_Task instructions_
Find every line with the string "feDisplacementMap" in the material below and copy it.

───── Provided entries ─────

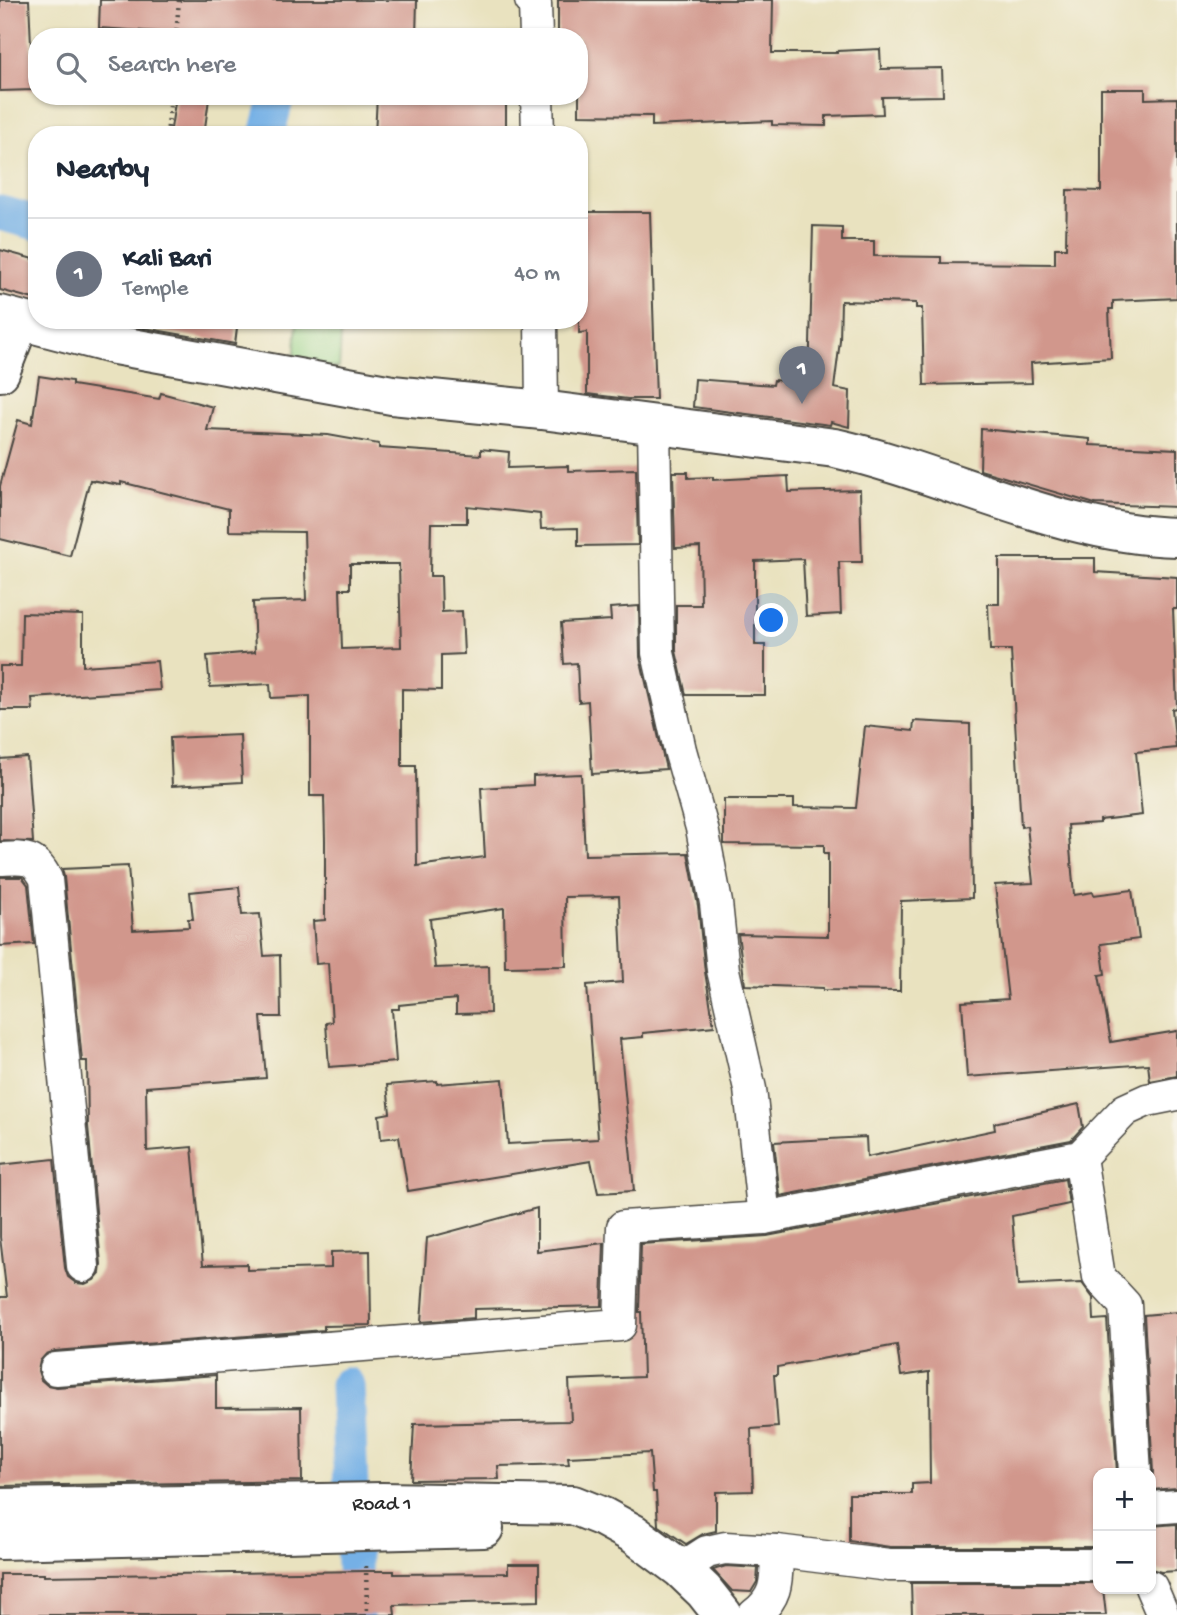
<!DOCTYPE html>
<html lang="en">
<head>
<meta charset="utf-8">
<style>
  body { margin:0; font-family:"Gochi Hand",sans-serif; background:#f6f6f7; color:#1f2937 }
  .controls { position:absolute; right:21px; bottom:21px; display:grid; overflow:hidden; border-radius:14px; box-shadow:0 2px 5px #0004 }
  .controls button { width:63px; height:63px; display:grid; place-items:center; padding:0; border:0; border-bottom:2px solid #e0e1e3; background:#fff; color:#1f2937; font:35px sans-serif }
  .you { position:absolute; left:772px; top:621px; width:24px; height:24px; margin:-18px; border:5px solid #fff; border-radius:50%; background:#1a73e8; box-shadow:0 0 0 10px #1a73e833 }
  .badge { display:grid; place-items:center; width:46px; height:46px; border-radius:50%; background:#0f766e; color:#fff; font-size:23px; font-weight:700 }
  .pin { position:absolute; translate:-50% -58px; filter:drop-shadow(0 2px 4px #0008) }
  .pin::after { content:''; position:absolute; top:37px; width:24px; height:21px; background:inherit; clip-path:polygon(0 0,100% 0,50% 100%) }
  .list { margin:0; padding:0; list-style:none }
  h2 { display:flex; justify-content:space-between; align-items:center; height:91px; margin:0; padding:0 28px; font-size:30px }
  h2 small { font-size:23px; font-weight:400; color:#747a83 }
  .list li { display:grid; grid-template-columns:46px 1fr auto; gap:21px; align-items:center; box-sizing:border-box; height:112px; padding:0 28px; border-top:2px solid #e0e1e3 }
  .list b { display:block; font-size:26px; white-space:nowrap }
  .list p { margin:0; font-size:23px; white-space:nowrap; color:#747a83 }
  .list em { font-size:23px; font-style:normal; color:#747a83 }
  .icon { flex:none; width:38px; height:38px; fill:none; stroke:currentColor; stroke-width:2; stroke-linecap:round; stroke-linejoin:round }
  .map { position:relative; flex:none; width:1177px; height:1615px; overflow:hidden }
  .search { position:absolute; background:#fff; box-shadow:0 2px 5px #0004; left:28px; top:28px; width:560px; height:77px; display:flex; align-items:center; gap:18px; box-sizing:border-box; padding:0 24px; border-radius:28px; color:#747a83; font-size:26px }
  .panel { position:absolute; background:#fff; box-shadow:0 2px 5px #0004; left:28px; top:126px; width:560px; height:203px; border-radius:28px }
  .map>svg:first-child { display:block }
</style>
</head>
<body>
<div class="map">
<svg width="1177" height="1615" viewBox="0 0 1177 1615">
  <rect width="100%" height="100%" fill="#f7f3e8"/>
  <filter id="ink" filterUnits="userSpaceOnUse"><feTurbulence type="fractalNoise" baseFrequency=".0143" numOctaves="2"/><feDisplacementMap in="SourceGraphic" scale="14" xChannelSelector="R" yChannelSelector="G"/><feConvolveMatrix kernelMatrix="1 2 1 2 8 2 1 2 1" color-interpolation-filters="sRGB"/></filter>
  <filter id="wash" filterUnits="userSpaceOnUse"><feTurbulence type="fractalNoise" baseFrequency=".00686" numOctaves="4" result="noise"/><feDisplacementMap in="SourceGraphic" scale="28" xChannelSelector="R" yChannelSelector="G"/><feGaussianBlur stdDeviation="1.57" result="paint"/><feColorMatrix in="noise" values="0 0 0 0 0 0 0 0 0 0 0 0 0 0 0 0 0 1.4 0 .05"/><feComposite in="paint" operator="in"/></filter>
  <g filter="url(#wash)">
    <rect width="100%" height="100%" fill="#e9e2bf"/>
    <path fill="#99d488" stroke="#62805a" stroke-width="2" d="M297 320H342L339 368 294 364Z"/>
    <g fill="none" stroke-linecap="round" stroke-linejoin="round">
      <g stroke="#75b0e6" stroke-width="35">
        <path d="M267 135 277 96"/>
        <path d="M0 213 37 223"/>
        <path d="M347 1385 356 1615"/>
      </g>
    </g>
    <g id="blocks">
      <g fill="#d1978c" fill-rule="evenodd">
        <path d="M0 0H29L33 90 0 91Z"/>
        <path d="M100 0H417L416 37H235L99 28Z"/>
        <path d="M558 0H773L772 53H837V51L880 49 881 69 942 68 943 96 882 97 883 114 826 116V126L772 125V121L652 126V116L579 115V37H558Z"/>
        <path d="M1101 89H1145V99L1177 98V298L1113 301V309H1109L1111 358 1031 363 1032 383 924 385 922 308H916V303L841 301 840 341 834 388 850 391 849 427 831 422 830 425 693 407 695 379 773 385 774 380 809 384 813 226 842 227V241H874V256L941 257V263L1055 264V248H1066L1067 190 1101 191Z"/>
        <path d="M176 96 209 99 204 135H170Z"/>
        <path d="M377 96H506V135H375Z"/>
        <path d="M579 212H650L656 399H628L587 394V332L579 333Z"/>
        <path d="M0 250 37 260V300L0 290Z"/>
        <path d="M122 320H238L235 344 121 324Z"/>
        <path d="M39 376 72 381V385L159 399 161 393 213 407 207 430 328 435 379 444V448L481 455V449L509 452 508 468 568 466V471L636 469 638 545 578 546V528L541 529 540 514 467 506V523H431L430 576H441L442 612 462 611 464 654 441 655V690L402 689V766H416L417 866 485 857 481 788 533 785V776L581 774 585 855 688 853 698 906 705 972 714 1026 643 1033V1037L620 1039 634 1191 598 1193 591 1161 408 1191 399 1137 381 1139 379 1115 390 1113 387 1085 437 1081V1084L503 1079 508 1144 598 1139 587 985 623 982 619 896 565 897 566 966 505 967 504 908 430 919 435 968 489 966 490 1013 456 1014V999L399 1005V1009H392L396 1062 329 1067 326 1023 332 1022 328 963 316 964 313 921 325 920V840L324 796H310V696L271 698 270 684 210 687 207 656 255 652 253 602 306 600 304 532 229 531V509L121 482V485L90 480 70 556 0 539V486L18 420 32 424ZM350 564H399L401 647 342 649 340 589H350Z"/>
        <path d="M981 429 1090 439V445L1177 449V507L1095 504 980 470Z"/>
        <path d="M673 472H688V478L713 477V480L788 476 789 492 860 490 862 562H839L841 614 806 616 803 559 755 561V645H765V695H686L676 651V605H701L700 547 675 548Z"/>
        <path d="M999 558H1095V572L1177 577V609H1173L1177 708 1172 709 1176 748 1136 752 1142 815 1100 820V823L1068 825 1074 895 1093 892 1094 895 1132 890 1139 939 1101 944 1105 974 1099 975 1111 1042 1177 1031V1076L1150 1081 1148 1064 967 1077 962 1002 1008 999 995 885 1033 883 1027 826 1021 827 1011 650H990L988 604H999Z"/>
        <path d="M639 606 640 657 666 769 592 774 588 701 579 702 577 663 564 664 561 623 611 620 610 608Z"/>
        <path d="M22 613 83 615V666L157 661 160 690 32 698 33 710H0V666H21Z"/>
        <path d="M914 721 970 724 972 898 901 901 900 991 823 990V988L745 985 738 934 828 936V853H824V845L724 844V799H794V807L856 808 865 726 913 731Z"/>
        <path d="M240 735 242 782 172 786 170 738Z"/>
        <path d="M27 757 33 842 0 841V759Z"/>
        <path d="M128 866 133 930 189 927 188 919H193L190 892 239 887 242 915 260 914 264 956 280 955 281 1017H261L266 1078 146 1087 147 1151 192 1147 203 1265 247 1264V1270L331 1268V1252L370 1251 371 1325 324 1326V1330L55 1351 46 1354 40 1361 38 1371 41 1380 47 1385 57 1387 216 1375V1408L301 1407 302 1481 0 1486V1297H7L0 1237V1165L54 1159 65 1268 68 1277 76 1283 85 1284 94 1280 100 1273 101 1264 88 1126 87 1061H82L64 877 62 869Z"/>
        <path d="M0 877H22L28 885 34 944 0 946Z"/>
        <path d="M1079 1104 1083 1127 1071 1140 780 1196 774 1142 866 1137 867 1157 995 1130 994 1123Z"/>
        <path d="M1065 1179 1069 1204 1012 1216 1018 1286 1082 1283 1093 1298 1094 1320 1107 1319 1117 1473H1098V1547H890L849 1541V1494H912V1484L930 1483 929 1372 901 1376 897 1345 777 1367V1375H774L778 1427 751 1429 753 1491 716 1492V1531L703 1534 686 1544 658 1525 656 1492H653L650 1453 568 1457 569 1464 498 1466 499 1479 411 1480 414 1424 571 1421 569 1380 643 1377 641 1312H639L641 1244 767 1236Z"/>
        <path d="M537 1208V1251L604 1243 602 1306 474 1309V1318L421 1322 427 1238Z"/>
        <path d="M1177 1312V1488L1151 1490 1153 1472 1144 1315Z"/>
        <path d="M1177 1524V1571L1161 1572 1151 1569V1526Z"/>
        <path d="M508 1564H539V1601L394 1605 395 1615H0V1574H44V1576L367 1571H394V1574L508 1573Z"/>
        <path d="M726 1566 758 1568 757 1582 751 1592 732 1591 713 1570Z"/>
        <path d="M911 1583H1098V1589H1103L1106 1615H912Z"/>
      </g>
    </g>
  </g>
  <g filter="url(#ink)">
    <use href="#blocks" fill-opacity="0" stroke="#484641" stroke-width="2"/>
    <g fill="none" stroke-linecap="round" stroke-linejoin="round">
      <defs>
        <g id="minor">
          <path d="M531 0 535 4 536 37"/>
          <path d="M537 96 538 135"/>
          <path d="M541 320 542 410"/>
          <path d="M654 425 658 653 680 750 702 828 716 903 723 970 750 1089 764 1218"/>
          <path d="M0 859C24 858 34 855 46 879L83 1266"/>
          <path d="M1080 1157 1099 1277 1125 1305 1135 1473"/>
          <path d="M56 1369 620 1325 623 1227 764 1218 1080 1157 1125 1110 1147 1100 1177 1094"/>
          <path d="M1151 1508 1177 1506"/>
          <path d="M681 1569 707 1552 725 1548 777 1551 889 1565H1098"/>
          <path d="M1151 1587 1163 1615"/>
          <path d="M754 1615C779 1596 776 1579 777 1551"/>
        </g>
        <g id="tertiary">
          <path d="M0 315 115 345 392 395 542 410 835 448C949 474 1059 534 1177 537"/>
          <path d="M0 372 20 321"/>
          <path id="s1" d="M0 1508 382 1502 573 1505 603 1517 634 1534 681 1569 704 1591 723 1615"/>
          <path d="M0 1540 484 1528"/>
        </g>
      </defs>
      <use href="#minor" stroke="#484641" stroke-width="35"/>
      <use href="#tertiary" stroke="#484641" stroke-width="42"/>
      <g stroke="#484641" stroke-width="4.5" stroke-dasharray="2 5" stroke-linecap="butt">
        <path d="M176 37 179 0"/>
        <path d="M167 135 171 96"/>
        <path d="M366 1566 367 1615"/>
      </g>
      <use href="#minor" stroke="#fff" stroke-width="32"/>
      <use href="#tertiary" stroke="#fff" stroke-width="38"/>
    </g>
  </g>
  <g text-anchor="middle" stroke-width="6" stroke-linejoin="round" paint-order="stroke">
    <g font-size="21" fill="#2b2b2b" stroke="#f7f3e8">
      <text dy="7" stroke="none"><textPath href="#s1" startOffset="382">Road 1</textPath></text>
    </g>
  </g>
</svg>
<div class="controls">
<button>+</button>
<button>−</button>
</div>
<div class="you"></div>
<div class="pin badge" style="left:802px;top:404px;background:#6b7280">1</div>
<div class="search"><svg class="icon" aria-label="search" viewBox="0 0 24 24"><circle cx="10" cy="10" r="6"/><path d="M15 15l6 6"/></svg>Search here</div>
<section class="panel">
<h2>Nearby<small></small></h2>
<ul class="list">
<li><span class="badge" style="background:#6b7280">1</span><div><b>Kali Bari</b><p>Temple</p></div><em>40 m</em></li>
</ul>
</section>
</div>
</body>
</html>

─────

_Solution to the problem_
  <filter id="ink" filterUnits="userSpaceOnUse"><feTurbulence type="fractalNoise" baseFrequency=".0143" numOctaves="2"/><feDisplacementMap in="SourceGraphic" scale="14" xChannelSelector="R" yChannelSelector="G"/><feConvolveMatrix kernelMatrix="1 2 1 2 8 2 1 2 1" color-interpolation-filters="sRGB"/></filter>
  <filter id="wash" filterUnits="userSpaceOnUse"><feTurbulence type="fractalNoise" baseFrequency=".00686" numOctaves="4" result="noise"/><feDisplacementMap in="SourceGraphic" scale="28" xChannelSelector="R" yChannelSelector="G"/><feGaussianBlur stdDeviation="1.57" result="paint"/><feColorMatrix in="noise" values="0 0 0 0 0 0 0 0 0 0 0 0 0 0 0 0 0 1.4 0 .05"/><feComposite in="paint" operator="in"/></filter>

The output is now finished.